The IoT of Health

Medical_Software_Logo,_by_Harry_GouvasTo me one of the most exciting things that is promised by the Internet of Things is the way that medical care is going to move into our homes and get personalized. Within a decade we are going to be able to monitor ourselves and diagnose the more common maladies. This kind of constant and steady monitoring is going to revolutionize health care. This will make preventative medicine the norm and our IoT devices will warn of problems at the very earliest stages. The monitoring devices are going to be paired with the diagnosis power of supercomputers to bring us quick and accurate diagnosis of problems. Current software on IBM’s Big Blue is already able to diagnose things right over 95% of the time. Doctors will be freed to cure ailments rather than spend all day diagnosing colds.

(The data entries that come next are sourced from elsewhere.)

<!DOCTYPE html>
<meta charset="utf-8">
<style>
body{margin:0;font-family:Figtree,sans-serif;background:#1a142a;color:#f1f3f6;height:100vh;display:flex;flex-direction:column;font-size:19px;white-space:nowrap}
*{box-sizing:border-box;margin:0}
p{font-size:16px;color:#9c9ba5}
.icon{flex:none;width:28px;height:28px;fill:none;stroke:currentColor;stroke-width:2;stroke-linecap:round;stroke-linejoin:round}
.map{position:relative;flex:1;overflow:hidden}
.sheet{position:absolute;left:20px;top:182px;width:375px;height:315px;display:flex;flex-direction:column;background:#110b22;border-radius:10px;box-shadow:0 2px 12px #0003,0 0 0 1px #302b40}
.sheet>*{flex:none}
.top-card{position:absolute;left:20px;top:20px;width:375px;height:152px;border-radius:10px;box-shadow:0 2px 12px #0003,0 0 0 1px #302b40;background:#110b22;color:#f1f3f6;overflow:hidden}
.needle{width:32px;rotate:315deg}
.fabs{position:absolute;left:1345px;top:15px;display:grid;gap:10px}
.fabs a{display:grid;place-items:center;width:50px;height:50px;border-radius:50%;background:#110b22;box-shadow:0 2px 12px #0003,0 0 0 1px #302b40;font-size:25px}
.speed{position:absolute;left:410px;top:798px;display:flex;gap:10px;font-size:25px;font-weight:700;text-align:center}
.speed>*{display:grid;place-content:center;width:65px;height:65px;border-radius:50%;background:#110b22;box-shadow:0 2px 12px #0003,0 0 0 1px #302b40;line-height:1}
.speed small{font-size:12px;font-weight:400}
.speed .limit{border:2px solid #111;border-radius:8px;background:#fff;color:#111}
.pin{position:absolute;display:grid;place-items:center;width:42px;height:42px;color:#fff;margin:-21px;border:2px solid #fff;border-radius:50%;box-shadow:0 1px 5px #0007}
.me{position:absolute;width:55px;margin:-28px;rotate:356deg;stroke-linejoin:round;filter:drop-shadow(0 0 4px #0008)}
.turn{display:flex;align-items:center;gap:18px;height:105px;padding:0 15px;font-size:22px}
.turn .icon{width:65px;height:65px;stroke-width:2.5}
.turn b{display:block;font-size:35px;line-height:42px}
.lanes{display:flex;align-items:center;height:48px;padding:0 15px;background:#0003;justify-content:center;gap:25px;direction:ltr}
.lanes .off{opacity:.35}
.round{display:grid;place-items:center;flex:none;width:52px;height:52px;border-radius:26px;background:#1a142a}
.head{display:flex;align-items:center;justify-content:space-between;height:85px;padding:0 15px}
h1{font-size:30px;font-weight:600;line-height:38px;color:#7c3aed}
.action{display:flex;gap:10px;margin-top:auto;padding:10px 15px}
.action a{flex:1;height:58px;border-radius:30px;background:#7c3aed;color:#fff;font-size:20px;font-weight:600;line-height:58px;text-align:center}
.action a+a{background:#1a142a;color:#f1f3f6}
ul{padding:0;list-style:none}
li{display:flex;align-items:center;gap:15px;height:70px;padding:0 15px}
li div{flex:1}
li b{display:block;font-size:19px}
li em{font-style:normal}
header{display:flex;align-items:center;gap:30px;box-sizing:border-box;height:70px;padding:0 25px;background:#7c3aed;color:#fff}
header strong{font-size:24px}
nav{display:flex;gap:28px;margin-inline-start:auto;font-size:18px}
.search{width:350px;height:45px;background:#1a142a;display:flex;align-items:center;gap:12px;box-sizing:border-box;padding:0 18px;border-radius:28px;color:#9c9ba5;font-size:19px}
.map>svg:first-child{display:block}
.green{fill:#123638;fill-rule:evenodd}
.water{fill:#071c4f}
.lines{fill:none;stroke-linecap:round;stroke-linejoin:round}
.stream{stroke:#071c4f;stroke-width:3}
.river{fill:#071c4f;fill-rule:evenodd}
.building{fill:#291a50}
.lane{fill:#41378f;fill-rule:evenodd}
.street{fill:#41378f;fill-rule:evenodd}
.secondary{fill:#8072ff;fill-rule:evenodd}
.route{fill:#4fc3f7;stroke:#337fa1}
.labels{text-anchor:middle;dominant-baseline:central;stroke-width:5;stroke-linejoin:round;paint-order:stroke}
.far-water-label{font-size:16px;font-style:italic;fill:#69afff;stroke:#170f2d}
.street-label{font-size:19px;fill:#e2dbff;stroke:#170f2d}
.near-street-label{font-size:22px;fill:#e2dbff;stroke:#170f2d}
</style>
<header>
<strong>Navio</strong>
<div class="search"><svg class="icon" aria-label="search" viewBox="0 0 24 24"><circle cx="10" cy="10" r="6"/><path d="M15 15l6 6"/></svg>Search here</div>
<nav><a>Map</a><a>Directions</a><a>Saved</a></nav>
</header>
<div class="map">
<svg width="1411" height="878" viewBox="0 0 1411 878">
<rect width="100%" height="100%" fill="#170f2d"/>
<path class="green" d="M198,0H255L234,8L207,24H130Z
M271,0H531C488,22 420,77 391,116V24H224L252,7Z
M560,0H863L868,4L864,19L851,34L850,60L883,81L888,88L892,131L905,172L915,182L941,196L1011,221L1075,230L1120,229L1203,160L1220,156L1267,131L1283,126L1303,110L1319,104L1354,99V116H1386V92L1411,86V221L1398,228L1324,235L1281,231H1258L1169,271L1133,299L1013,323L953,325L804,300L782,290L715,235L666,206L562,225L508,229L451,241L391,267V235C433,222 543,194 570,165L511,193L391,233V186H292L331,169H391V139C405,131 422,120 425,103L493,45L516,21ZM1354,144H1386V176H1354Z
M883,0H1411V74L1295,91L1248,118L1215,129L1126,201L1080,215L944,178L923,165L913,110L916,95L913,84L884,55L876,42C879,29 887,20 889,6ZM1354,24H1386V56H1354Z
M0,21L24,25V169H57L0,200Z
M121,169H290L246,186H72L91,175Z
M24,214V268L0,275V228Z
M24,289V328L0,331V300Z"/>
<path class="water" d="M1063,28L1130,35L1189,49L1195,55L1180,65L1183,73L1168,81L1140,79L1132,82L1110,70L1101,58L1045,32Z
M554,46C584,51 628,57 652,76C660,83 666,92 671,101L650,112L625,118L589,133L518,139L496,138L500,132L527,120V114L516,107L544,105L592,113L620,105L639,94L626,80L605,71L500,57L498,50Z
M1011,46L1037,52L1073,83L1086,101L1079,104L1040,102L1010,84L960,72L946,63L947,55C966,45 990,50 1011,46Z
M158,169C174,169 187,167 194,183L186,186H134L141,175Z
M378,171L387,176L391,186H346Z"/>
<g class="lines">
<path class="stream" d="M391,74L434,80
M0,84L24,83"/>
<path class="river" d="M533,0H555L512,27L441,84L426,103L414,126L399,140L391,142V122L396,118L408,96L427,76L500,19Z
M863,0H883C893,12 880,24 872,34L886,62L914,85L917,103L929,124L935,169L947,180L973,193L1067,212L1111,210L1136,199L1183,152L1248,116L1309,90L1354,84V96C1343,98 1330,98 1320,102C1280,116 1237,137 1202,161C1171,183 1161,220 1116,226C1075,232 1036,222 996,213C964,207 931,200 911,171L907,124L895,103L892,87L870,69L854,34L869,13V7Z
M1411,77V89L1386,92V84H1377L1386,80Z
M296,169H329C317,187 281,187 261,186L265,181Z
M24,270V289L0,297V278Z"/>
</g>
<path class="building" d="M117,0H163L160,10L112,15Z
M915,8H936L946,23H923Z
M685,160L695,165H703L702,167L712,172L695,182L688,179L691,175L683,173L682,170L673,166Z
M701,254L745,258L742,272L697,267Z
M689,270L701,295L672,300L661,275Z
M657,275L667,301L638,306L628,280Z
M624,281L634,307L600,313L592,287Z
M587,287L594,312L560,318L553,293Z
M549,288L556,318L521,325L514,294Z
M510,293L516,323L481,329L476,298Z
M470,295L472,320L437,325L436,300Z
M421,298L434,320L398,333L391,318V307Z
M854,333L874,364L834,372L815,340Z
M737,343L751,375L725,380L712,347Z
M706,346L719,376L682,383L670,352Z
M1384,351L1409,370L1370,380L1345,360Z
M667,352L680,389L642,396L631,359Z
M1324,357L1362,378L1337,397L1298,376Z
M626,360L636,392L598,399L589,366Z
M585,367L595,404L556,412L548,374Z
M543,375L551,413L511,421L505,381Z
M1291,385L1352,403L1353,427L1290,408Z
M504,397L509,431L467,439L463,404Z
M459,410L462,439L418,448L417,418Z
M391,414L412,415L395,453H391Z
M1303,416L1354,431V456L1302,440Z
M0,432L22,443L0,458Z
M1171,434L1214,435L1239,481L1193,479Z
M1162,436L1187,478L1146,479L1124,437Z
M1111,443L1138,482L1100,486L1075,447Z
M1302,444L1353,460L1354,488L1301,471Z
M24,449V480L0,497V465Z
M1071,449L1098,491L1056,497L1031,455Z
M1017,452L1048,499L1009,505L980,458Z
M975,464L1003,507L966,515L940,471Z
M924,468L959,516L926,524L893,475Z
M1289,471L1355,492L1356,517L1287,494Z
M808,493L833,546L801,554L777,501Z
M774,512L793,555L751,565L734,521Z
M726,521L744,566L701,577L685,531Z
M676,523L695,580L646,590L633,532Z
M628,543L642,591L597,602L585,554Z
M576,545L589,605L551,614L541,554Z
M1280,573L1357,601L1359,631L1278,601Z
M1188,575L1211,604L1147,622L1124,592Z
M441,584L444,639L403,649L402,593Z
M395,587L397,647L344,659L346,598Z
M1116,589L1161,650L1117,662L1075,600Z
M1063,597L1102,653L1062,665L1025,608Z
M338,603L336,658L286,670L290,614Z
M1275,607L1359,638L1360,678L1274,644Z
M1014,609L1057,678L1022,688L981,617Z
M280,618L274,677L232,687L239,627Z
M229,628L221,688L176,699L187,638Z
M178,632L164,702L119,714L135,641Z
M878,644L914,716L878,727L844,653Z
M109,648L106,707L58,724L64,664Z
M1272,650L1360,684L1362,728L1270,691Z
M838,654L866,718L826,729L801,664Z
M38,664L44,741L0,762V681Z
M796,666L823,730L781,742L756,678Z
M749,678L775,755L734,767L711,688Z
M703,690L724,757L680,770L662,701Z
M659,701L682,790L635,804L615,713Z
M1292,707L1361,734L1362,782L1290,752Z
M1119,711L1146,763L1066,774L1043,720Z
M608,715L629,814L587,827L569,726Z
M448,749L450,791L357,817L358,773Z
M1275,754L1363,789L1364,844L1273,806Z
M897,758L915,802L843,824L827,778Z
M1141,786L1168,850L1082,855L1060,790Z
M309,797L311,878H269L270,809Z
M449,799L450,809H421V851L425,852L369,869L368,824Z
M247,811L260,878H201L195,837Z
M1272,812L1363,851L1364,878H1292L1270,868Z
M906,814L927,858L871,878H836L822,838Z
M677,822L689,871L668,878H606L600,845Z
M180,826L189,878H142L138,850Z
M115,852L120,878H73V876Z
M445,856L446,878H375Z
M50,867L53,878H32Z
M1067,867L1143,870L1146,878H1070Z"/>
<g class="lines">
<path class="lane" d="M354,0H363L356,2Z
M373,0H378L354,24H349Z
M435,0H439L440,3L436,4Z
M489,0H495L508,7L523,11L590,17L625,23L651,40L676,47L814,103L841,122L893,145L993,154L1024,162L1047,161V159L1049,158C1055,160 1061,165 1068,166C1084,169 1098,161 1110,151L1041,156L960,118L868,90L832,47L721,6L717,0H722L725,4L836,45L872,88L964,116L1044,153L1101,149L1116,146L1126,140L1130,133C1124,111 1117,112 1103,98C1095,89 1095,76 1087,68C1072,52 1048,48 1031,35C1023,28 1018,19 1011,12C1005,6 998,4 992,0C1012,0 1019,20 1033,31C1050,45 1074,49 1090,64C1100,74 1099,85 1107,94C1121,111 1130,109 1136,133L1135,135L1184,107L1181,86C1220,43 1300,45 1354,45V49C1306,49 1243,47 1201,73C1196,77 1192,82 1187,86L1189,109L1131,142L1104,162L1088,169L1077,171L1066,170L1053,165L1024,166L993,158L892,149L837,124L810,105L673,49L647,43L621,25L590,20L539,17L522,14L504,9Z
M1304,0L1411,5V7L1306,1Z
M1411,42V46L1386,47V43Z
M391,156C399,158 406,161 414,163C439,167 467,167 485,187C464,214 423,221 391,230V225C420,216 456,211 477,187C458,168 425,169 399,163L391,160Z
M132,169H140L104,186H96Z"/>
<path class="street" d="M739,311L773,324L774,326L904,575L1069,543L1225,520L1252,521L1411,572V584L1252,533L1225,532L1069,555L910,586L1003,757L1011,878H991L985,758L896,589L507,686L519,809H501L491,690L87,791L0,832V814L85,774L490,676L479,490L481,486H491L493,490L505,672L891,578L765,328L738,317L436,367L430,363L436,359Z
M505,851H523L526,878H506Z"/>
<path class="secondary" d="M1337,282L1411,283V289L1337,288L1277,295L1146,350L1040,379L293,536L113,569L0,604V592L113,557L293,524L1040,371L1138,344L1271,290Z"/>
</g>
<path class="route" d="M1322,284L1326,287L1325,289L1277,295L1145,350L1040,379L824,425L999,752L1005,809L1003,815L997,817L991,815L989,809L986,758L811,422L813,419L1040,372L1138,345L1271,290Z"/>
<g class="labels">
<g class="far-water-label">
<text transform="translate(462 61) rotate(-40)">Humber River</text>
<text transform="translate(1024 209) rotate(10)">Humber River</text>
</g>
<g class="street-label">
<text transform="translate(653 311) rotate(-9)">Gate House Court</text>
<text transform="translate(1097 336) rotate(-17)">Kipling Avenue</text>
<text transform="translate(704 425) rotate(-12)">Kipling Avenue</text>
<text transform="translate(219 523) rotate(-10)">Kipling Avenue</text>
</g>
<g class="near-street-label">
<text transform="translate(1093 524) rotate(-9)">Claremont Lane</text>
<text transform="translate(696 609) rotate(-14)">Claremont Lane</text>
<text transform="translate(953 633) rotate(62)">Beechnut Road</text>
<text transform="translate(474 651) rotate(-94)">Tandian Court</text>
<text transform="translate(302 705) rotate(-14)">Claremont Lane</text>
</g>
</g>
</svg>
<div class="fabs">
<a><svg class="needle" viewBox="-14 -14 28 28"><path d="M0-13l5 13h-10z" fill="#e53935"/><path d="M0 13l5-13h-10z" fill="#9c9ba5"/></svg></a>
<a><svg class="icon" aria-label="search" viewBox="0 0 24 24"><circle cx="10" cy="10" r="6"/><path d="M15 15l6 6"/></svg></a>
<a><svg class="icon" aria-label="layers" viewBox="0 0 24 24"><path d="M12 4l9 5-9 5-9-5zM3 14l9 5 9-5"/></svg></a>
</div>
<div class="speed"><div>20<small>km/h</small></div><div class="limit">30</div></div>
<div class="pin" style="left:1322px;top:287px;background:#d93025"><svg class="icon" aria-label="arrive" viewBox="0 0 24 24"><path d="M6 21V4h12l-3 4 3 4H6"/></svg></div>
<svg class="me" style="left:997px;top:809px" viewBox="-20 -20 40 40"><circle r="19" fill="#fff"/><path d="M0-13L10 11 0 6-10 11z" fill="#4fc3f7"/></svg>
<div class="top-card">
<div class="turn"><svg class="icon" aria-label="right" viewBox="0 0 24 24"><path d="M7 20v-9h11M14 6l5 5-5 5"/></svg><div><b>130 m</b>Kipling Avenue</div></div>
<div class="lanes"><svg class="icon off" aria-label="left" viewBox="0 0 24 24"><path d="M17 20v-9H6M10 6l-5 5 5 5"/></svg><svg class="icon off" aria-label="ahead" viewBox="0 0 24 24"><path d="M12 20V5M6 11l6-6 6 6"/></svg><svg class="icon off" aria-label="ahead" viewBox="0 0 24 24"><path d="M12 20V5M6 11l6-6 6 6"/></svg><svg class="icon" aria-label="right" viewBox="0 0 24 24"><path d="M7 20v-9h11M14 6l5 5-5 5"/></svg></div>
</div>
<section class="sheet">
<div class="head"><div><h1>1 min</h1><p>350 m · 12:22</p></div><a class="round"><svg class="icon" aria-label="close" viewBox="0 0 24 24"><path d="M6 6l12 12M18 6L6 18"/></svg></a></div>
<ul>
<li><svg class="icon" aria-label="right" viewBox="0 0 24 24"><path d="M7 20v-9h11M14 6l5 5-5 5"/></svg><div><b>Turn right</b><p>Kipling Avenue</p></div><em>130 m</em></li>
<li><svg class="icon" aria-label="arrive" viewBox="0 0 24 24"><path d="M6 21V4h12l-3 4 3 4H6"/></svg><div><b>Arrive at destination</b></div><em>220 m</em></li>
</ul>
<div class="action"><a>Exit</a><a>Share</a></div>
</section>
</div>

The first generation IoT medical devices are starting to hit the market and there are dozens of firms feverishly trying to develop more. Here are a few of the things on the horizon right now, including some devices you can buy now or soon:

  • The Qualcomm Foundation has an ongoing Tricorder XPrize that will award $10 million to the team that develop a handheld device capable of precise monitoring and diagnosis of diseases. This must be an in-home and hand-held device capable of capturing key health metrics and diagnosing a set of 15 diseases. Metrics for health could include such elements as blood pressure, respiratory rate, and temperature.
  • There are tools out today that can monitor the quality of your sleep. Research is showing that getting good sleep may be one of the most important aspects of good health. For example, a bed pad from Withing can give you a record each night of your sleep pattern and the deepness and length of your REM sleep.
  • Google announced a contact lens that is going to be a real-time monitor for blood glucose levels for diabetics. Rather than needing periodic blood tests, the lens will monitor 24/7 and will alert the wearer any time their sugar levels are high or low.
  • There are numerous devices available to monitor people while they run or exercise. These monitors have gotten very sophisticated and can even tell you when you are overtraining.
  • One of my favorites is the new biofeedback monitors. These devices are related to the devices that let people control machines using brainpower. But instead of looking externally, devices, like Interaxon’s Muse headband help you look internally and help you slip quickly into various meditative states.
  • There are also now devices that will nag you into having good behavior. One of the funniest, and yet serious devices I have seen is a pin that vibrates whenever you slouch your shoulders. My fifth grade teacher would be so proud of this device.

These new tools are just the beginning of the home medical IoT revolution. It’s really exciting when you look at what companies have on the drawing board. One of the most promising fields to me is that within a decade we ought to have a host of devices and tools that are going to let seniors stay in their homes for extra years rather than have to go into an institution. This will be transformational in terms of the quality of life and of dying.

And following that will be devices that can detect disease and cancer early and can then nip problems in the bud. There is real hope that within 50 – 75 years that most forms of cancer will be things of the past, diseases that have been cured. Cancer will hopefully become one of those diseases found only in history books.